California U.S. Representative Adam Schiff questioned on Tuesday whether President-elect Donald Trump's next attorney general will go after the grand jurors who voted to indict Trump.
"Is she also going to go after the grand jurors who found there was probable cause to believe he was engaged in multiple crimes?" Schiff said on MSNBC, referring to Trump's attorney general nominee, Pam Bondi.
Special counsel Jack Smith's office secured two grand jury indictments against Trump: one in Washington, D.C., in connection to his activities surrounding efforts to subvert the 2020 election results and in the subsequent attack on the U.S. Capitol; and another in Florida, related to Trump's handling of classified documents.
Smith's office this week moved to dismiss the January 6 case, and prosecutors also dropped an appeal to the dismissal of the classified documents case.
A jury in New York also returned an indictment charging Trump with 34 felony counts of falsifying business records. He was convicted of all 34 charges earlier this year, but his sentencing has been indefinitely postponed.
And the president-elect and several of his allies were indicted in Fulton County, Georgia, on racketeering charges, but that case has been placed on hold amid a legal challenge to Fulton County District Attorney Fani Willis' role in the case.
During his MSNBC interview on Tuesday, Schiff, who recently won his Senate race in California, mentioned special counsel John Durham, who was tapped to investigate the Justice Department's inquiry into Russia's interference in the 2016 U.S. election. Durham did not secure convictions in any of the cases.
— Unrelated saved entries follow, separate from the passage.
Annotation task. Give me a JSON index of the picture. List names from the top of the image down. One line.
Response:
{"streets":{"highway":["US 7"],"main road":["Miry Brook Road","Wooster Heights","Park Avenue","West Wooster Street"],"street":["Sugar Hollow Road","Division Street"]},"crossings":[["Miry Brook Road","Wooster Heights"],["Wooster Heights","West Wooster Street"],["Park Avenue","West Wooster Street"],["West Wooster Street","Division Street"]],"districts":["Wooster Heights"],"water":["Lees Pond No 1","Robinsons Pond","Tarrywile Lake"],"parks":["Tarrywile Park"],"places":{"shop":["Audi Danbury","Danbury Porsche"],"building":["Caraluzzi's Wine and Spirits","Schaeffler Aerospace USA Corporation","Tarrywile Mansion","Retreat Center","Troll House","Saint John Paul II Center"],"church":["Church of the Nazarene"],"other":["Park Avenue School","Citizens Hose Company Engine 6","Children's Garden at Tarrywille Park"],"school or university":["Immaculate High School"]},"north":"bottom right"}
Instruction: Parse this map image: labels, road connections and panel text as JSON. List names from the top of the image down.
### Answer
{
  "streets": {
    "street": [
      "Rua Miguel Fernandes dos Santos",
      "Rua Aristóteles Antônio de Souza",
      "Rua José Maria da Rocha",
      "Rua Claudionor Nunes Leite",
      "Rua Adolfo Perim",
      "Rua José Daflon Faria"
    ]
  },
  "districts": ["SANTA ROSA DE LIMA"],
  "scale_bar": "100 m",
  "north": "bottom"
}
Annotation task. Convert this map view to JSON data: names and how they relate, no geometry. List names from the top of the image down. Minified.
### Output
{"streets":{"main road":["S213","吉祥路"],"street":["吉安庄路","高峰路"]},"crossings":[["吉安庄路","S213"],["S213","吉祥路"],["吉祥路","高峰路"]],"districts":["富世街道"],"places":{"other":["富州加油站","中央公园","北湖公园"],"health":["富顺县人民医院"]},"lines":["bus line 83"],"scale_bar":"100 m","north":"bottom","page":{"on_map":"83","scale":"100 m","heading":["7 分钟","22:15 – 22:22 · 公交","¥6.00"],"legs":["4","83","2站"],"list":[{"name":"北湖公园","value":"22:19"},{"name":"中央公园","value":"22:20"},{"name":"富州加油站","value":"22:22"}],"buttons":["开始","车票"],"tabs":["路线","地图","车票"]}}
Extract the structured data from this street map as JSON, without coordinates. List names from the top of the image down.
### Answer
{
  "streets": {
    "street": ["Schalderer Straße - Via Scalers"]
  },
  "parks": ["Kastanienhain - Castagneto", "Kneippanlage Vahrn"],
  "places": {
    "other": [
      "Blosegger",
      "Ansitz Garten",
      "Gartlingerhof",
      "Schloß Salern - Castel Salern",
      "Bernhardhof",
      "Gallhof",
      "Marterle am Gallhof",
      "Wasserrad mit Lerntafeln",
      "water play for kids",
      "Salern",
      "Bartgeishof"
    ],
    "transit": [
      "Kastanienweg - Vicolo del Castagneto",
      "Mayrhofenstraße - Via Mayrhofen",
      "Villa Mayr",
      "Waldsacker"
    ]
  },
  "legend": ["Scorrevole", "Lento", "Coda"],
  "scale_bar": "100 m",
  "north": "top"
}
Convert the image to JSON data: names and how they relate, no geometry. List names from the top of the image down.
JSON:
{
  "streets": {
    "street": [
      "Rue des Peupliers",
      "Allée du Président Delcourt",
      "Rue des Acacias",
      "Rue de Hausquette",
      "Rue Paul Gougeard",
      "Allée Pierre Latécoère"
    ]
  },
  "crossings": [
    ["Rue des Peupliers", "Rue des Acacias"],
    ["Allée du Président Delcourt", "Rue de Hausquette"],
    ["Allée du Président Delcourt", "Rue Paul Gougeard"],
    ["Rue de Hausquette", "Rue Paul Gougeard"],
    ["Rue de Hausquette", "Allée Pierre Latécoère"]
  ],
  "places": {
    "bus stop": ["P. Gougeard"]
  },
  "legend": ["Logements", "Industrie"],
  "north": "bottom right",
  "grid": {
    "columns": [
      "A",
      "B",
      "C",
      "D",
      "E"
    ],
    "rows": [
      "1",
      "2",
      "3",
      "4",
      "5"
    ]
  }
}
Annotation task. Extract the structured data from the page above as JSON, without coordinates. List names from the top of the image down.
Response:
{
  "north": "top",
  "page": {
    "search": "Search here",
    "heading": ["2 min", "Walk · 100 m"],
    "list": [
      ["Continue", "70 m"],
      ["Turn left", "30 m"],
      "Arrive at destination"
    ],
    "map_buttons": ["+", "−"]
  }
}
"You can very well see a lot of prosecutors, like Durham, who spend millions of taxpayer dollars to come up with nothing," Schiff told MSNBC's Nicolle Wallace. "Pam Bondi follows through with what she's pledged to do, which is to investigate nonexistent voter fraud, for example, or to go after the prosecutors."
Schiff, a Democrat and former federal prosecutor, frequently drew Trump's ire during his first term in the Oval Office, largely because he spearheaded the House of Representatives' impeachment proceedings against Trump over the White House's Ukraine scandal in 2019.
Trump repeatedly suggested arresting Schiff for "treason," though there was no evidence that Schiff had engaged in any wrongdoing.
In one post to X, formerly Twitter, Trump demanded that Schiff be "questioned at the highest level for Fraud & Treason," claiming his "lies were made in perhaps the most blatant and sinister manner ever seen in the great Chamber."
"Rep. Adam Schiff illegally made up a FAKE & terrible statement, pretended it to be mine as the most important part of my call to the Ukrainian President, and read it aloud to Congress and the American people," Trump wrote the next day. "It bore NO relationship to what I said on the call. Arrest for Treason?"